Decomposition and reconstruction of the flow field in a stirred tank using data-driven methods and machine learning

Abstract

The aim of this thesis is to use data-driven and machine learning methods to identify, extract and reconstruct the large scale flow structures in an unbaffled stirred tank. Large scale flow structures have been observed behind the impeller blades and throughout the stirred tank. The origins and characteristics of these are not fully understood, but they have been found to play an important role in the rate of mixing and on products from chemical reactions in stirred tanks.

The computational cost of performing simulations with fine resolution to capture these is often prohibitive. On the other hand, the lack of spatial resolution from experimental measurements means that the latter can also only provide limited information. Data-driven and machine learning methods can be used to combine the strengths of the computational and experimental approaches with the aid of reduced order models.

The derived models can be used at both design and off-design conditions to provide quick estimates of the 3D flow field that can be used both in combination with chemical reaction simulation and for optimisation of mixing. For example, the approaches developed in the present thesis open the possibility to synchronise the reactant injection timing with local instantaneous flow features for more precise control of mixing. However, prior to this work, these models were largely limited to 2D flow problems.

An initial investigation was performed on a stirred tank in transitional flow conditions with Re=600 simulated using Direct Numerical Simulations (DNS). Proper Orthogonal Decomposition (POD) was used to decompose the flow into modes. The first 4 POD modes were found to come in two pairs, accounting for 14%, and 2.6% per mode of the mean Turbulent Kinetic Energy (TKE) respectively. The first pair of modes was found to have a frequency of 1.5F_N and the second 3.0F_N (in the rotating reference frame) where F_N is the impeller rotation frequency. These modes were then reconstructed using the velocity input data from 1 and 6 input points using a system identification algorithm. Good fit values were obtained for both datasets for the first pair of modes for both the base design conditions and the off-design conditions of Re=500 and Re=700. The second pair of modes were also reconstructed reasonably well with 6 input points.

Replacing the velocity input data with pressure data taken at the impeller and outer wall surfaces also allowed good prediction of the temporal evolution of the first two modes. Using 1 or 6 input points on the impeller surface, or 12 points (6 on the impeller surface and 6 on the outer wall) the temporal POD coefficients were reconstructed reasonably well for the base case. The successful application of the estimator to the off-design conditions for the 6 and 12 input point cases showed the robustness of the proposed approach to varying flow conditions.
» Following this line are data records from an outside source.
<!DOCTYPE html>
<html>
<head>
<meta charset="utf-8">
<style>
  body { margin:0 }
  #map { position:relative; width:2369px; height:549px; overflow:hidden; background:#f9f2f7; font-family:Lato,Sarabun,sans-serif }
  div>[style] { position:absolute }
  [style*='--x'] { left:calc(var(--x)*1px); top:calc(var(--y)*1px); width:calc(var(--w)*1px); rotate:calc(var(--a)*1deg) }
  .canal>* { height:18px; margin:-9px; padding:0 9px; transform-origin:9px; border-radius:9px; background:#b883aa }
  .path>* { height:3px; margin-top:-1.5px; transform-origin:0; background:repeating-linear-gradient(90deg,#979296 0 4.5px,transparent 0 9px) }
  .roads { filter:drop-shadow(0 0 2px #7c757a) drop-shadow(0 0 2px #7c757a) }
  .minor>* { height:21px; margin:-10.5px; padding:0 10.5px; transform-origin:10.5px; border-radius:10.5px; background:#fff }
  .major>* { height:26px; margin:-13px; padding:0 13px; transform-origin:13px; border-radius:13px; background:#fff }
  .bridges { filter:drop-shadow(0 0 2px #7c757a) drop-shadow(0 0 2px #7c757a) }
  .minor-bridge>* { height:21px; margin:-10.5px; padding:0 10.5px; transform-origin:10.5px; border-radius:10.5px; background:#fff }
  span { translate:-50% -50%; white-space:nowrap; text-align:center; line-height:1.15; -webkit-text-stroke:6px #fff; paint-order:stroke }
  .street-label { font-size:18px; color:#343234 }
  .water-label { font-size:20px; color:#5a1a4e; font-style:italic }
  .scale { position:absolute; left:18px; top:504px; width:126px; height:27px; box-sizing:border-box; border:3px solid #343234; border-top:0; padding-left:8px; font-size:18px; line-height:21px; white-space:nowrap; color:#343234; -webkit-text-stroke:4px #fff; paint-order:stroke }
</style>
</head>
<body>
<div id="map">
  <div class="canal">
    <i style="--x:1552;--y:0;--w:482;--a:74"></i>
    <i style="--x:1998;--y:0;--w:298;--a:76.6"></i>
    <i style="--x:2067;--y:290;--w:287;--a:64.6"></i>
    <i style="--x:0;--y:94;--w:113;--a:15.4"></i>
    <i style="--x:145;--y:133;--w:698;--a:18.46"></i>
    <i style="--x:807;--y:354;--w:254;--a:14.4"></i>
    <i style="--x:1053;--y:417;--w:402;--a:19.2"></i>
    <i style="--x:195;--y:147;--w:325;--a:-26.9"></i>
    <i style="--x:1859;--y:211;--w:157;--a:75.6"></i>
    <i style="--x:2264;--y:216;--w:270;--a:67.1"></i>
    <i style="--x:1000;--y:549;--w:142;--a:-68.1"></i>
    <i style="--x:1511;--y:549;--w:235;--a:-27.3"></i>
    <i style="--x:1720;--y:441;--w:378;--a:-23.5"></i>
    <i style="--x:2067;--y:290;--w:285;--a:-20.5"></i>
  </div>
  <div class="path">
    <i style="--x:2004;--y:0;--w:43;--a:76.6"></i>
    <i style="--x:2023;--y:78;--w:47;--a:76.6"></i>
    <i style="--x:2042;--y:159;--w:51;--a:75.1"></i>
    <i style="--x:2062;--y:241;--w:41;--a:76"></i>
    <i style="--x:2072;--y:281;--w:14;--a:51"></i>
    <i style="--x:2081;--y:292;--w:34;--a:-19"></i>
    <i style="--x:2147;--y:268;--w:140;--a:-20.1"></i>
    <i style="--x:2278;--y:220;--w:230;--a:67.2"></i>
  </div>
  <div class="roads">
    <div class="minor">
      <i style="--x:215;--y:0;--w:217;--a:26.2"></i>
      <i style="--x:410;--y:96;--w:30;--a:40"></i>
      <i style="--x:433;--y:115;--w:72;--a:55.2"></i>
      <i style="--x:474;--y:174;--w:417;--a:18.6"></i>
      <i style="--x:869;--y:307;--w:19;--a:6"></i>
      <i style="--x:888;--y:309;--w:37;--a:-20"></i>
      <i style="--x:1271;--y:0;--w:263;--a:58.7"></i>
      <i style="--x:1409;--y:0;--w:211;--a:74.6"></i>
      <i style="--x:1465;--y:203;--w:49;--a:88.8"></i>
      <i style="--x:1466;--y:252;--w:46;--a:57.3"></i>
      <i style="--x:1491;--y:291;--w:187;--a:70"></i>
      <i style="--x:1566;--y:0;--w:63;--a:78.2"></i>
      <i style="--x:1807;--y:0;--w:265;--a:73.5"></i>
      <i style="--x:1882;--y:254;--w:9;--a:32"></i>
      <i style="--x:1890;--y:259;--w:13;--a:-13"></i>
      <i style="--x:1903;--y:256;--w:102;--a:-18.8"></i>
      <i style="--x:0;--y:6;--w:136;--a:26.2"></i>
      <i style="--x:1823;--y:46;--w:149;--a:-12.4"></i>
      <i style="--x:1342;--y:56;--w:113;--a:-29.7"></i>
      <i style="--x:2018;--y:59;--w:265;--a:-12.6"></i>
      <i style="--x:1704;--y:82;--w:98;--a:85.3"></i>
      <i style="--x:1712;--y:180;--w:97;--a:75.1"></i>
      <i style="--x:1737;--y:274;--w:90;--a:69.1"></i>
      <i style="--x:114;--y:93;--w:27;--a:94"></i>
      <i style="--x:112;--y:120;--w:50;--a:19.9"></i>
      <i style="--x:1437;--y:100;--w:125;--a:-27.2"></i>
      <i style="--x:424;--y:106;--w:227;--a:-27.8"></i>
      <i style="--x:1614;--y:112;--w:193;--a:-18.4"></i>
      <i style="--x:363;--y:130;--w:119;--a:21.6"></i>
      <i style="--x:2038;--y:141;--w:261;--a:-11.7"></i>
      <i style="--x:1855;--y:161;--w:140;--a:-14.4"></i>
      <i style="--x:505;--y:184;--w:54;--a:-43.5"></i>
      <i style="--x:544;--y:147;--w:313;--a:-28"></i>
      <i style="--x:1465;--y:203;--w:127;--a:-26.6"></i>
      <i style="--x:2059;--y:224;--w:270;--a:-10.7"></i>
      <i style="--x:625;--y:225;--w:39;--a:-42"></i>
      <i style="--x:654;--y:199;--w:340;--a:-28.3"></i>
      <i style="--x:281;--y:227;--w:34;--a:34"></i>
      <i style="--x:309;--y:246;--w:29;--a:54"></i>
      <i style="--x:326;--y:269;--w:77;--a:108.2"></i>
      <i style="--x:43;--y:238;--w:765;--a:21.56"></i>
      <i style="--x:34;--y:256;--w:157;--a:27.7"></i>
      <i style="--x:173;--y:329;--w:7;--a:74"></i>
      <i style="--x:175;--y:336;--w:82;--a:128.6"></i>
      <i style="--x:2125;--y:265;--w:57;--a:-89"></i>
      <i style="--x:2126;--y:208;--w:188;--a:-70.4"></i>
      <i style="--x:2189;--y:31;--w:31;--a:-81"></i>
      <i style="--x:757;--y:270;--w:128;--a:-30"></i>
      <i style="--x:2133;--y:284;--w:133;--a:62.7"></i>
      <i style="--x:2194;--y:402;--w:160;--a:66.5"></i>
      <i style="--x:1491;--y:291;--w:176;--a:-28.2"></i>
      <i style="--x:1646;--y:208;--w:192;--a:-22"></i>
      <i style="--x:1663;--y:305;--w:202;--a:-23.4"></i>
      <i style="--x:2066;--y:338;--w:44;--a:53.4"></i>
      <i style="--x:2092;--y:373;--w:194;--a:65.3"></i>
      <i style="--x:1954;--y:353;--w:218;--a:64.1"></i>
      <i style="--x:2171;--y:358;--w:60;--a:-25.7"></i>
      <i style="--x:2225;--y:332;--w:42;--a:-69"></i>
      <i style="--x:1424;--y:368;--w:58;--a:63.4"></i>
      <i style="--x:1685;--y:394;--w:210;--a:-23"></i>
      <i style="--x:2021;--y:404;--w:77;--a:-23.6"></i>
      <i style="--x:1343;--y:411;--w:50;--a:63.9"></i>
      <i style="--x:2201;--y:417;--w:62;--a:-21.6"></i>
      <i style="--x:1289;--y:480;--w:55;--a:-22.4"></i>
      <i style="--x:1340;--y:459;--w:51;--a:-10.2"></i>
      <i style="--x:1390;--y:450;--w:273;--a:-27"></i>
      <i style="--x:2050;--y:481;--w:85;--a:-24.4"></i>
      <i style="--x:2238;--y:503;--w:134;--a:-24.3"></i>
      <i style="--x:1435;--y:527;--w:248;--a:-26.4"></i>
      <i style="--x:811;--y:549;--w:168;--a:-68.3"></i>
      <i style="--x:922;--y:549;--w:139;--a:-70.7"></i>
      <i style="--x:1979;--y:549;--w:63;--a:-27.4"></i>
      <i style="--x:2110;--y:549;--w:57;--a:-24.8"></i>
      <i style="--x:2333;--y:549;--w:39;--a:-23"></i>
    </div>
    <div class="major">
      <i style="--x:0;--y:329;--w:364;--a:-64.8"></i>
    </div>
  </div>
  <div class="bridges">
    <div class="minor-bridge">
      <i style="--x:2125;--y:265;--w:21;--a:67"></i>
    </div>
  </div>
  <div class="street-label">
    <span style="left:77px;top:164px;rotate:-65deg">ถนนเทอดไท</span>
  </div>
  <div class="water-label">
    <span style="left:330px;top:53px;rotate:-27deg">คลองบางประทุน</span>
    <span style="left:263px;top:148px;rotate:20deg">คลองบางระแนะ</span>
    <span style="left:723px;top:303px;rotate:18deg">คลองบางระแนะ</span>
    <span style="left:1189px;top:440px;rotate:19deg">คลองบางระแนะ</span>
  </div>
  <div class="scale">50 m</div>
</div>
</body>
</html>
The velocity POD modes were also used to decompose the pressure field into a time averaged component, and components that are linear and quadratic in terms of the temporal coefficient of the velocity modes. The spectrum of the power number of a single blade was found to have peaks at 1.5F_N and 3.0F_N, corresponding to the first two POD mode pairs. However, when considering the power number computed from 3 adjacent blades or the total power number, these peaks vanished, suggesting that these modes have no effect on the total power number fluctuations. The power number spectrum was noisy but had noticeable peaks at 0.04F_N and 0.43F_N. The former corresponded to the frequency of the 9th POD mode that represented fluctuations in the radial jet emanating from the impeller. The latter peak was not concentrated in a particular mode but was reproduced in the power number computed from the first 300 linear pressure modes.

The impeller speed was then increased to consider fully turbulent fluid flow conditions with a base case Re=30000 and off-design conditions of Re=20000 and Re=40000 modelled using Large Eddy Simulations (LES). The first four modes were again found to come in two pairs with 5.5% and 1% per mode of the TKE respectively and frequencies of 1.4F_N and 0.8F_N in the rotating reference frame. In the inertial frame these were found to correspond to frequencies of 0.6F_N and 0.2F_N respectively. Investigation of their spatial components suggests that these modes are precessing Macro-Instabilities (MIs). In total, 4 algorithms (N4SID, N4SID with a preprocessing POD step on the probe data, and a 1 and 2 hidden layer LSTM Neural Network) were used to reconstruct the first pair of POD modes using velocity data from 1, 2 and 6 input points. The modes were reconstructed well for both the design and off-design conditions by all algorithms with similar fit values. The reconstruction of the second pair of modes using a second set of 6 input points was less successful, with only the N4SID with the preprocessing algorithm giving qualitatively reasonable results.